The general rule of thumb when it comes to props is that if it takes longer than a minute to set up a four minute act (and possibly longer to strike it) then there are too many props. You really only need one or two key pieces. So let’s take a look at some of the main areas of ‘proppage’…
A lot of performers think that to be ‘burlesque’ you have to have a fan dance and are tempted to splash out on an expensive pair of fans without getting the fundamentals like wrist action down first (as a result look like they are doing semaphore with expensive fans). A lot of performers use fans really effectively, look at Dolly Rose, Mia Merode and Darkteaser who make fans look like clouds floating on their fingertips, and also Missy Malone, who also runs fan dance workshops around the country. If you are doing a fan dance routine, then fans are obviously essential; but if the fans are an after-thought to a routine that has a whole different narrative, then leave them out (there’s nothing worse than watching a prop-heavy act, which then moves on to a fan segment once the other props have all been held up for a few seconds and exhausted!). Another thing to think about is how you take off items (if you are doing this with the fans). Fans can be held nicely in one hand ensuring cover while the other is free to untie ribbons or straps. Always leave your reveal for the end and NEVER do any floor work with fans if you are only wearing a merkin or c-string as the audience will see everything – and a whole lot more… Better wait until you are standing again and remove your pants ready for your C-string/merkin end reveal.
Table and Chair
A lot of performers use a table and chair in their routines. Ask yourself how you can use them effectively. If you are sitting on a chair behind the table, it will cover you up and you’ll have to work extra hard to make your actions seen (can the chair be moved to the side? And what are the best sightlines for the audience?). Is the table necessary? Is the chair necessary? How can you work these props into your routine so you are not just sat for 10 seconds at the start of a routine? How can you re-use them? Do you bring them on yourself as part of the routine? etc… Check out FooFoo LaBelle, she runs chair dancing workshops that will enable you to incorporate chairs more effectively into a routine if you want to do this.

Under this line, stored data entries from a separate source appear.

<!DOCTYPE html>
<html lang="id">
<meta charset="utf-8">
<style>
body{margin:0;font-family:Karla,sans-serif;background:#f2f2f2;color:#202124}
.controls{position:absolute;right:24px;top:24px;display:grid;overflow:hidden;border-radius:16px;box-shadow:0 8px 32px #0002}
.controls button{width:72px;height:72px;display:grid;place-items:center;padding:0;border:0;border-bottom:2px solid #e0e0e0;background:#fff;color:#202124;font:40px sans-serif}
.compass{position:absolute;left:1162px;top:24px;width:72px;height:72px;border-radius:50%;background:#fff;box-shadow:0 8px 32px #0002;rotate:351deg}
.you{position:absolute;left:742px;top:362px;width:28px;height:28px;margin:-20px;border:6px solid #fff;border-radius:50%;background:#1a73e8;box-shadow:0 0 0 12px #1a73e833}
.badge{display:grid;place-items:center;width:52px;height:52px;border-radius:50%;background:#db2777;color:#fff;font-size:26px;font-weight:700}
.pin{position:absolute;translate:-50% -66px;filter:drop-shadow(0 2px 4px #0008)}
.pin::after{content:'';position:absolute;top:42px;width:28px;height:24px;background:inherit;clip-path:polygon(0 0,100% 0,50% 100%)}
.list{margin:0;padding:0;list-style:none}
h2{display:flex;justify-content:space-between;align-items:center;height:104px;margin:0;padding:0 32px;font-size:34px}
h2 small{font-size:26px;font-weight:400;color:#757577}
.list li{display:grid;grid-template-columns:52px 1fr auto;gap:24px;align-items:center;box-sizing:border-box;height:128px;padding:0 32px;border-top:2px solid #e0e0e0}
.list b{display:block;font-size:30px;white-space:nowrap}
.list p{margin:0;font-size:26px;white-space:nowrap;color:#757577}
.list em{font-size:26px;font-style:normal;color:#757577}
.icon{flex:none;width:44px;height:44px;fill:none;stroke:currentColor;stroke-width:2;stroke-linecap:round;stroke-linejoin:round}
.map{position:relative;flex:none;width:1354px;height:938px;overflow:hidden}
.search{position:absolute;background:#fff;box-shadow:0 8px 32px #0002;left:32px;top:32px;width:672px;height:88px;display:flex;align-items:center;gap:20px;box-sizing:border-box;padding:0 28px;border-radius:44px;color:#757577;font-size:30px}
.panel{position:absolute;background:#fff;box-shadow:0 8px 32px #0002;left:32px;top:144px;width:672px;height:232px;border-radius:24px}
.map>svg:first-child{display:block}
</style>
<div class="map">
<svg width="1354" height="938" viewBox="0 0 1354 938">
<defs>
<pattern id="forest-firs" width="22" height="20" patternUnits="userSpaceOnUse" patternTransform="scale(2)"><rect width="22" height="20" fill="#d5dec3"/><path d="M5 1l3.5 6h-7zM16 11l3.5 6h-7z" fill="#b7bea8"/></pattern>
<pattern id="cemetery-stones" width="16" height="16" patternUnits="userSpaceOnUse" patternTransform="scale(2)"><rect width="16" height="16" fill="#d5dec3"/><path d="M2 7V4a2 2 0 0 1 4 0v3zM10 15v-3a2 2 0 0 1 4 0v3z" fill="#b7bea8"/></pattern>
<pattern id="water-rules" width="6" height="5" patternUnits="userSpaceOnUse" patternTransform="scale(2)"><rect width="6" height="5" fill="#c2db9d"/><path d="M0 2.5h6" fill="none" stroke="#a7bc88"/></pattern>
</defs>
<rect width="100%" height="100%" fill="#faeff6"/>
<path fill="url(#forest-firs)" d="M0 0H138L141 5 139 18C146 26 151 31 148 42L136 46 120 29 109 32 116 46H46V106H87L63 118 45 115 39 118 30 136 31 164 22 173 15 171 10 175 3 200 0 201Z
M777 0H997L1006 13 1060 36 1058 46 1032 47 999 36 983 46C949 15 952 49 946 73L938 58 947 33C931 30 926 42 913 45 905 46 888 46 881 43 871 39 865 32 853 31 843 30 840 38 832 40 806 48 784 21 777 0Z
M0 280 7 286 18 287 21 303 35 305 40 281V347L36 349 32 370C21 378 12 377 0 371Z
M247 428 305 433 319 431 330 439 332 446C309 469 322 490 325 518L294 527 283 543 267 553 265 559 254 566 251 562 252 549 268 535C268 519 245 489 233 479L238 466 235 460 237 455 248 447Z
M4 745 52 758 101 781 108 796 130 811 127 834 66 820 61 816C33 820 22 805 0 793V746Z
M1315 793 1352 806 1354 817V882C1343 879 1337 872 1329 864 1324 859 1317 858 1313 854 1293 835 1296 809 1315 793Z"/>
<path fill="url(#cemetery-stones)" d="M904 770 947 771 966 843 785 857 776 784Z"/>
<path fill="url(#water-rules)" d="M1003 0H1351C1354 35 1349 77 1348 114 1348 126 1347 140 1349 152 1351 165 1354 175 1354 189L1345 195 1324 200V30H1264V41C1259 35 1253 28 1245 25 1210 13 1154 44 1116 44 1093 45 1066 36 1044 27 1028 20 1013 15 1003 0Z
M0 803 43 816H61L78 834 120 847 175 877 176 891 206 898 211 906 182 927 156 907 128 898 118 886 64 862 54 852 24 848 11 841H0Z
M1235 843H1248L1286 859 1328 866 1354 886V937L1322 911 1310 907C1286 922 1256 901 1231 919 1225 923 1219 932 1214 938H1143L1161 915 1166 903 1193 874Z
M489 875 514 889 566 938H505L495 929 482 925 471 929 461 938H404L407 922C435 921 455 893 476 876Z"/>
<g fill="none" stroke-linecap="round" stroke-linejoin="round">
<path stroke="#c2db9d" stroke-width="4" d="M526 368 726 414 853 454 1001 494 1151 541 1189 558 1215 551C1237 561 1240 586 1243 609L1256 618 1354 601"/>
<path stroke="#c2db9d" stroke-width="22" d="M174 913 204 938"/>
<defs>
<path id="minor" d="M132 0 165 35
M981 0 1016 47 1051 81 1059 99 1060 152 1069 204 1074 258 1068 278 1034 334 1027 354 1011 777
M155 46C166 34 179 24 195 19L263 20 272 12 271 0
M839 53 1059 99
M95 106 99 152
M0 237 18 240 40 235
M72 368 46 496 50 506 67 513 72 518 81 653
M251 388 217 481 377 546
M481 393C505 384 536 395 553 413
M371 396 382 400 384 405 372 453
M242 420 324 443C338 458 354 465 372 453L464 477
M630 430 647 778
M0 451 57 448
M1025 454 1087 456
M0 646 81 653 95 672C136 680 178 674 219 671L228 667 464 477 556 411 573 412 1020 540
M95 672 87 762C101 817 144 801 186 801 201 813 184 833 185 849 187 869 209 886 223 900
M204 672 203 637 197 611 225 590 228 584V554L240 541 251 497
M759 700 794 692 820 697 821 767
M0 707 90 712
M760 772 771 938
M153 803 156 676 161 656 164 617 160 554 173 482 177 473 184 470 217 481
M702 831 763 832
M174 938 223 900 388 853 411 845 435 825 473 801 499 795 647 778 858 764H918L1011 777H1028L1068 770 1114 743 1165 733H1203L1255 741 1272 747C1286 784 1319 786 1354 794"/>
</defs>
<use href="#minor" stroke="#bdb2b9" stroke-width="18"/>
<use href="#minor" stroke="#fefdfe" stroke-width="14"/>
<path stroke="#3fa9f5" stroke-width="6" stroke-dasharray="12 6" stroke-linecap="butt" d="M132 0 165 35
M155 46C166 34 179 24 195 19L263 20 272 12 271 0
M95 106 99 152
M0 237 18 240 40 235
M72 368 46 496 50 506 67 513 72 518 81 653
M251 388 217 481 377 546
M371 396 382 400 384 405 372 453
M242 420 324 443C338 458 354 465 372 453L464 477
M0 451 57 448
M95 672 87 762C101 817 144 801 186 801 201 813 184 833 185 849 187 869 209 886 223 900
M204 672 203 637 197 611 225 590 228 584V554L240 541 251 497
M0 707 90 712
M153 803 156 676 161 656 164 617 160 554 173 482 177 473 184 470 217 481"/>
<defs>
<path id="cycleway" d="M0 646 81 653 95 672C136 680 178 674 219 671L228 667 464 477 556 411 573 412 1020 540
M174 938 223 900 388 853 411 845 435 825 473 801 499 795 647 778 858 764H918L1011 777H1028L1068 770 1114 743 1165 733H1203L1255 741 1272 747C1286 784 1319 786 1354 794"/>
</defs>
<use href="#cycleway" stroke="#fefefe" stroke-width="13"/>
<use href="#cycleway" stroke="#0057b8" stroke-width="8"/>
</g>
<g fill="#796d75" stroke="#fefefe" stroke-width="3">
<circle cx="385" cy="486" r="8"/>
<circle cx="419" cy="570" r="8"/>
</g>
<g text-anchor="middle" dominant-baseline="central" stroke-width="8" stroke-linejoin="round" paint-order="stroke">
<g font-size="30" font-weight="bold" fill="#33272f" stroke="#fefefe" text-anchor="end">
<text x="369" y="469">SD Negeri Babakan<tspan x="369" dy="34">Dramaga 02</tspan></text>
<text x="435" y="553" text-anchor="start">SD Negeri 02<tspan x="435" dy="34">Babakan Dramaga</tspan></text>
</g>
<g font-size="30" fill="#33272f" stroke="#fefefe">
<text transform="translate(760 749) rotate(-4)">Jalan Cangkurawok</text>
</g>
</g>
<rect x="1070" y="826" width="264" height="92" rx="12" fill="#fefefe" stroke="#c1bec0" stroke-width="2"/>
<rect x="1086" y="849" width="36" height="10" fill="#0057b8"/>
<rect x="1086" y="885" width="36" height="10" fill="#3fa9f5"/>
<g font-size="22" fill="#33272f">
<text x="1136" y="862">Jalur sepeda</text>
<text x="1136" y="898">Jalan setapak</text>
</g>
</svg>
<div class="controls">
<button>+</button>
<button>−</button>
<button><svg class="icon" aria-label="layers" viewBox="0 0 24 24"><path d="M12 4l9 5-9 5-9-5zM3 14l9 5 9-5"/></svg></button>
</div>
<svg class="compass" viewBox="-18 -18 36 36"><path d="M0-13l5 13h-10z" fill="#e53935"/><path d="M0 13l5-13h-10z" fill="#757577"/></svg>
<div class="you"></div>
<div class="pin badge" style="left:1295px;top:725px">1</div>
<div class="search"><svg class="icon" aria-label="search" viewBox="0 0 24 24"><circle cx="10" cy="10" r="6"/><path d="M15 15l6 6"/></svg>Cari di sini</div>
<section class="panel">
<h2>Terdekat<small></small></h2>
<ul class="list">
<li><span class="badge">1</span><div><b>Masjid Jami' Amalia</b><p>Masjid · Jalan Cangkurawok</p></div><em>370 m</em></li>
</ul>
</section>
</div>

Bottles feature a lot in routines – as in a catalyst for a change of pace, character or style and as a pour in a finale. We would definitely say think about how you ‘discover’ this prop to make it different from every other performer who uses a bottle… eg, how do you pick it up? Is it on your person already? Is it on a table in the audience? And one other thing you might want to check – some theatres do not allow glass on stage, so it might be worth having a ‘back up’ bottle (if your ‘regular’ prop is glass) that’s made in a safer material as there’s nothing worse than having to clear up smashed glass off a stage (yes, every little minute bit has to be cleared so another performer doesn’t tread in it).
Please DO NOT US A SCREEN. We want to see all the action and using a screen is as bad as walking off the stage mid-routine and coming back wearing something different half a minute later. It leaves the stage as dead space and makes it look like you haven’t thought the act through.
Being a fire performer, you will obviously need to have been trained (it goes without saying! RedSarah runs expert workshops which include fire safety around the country), but if using fire on stage, you will also need to be insured to the hilt and provide a risk assessment which includes provisions for the storage and transport of your fire equipment to the stage and back. As yourself: are you trained (and trained does not mean you had a few goes when you were pissed with a friend)? Is fire crucial to your act (or are you just adding it as it is dangerous and visual)? Are you insured? And does the venue / promoter allow for fire? You’d be surprised how many times fire has been ‘sneaked’ into someone’s performance only to land the producer in a whole heap of trouble after.
If at all possible, avoid messy stuff on stage – think about the stage maid who will be there scrubbing so the next act doesn’t slip over. Fake food products can be very effective (and they don’t go off!) and you can customise (which means you can glitter them up if you feel the need!). Liquids like water and blood products are also banned in some theatres so think about ways which you can have an alternative (again, glitter?). But if you really must get messy you might like to think of ways of protecting the stage and having a towel at hand directly as you come off stage so you don’t tread/drip water/liquid or blood through the entire building.
More than 3 Props
In general, more than three props is too much (except in certain circumstances). If you find yourself holding up a prop to synch a line from the lyrics, you have gone too far (after all, you’re not in the audience of the Rocky Horror show now, throwing rice, cards, lighters, etc on cue – if you do this on stage it’ll look like this, but worse!).
Remember, you only have on average four minutes on stage and the switch over between performers sometimes has to be less than a minute (which means setting up one act, striking the last) so use your choice of props effectively.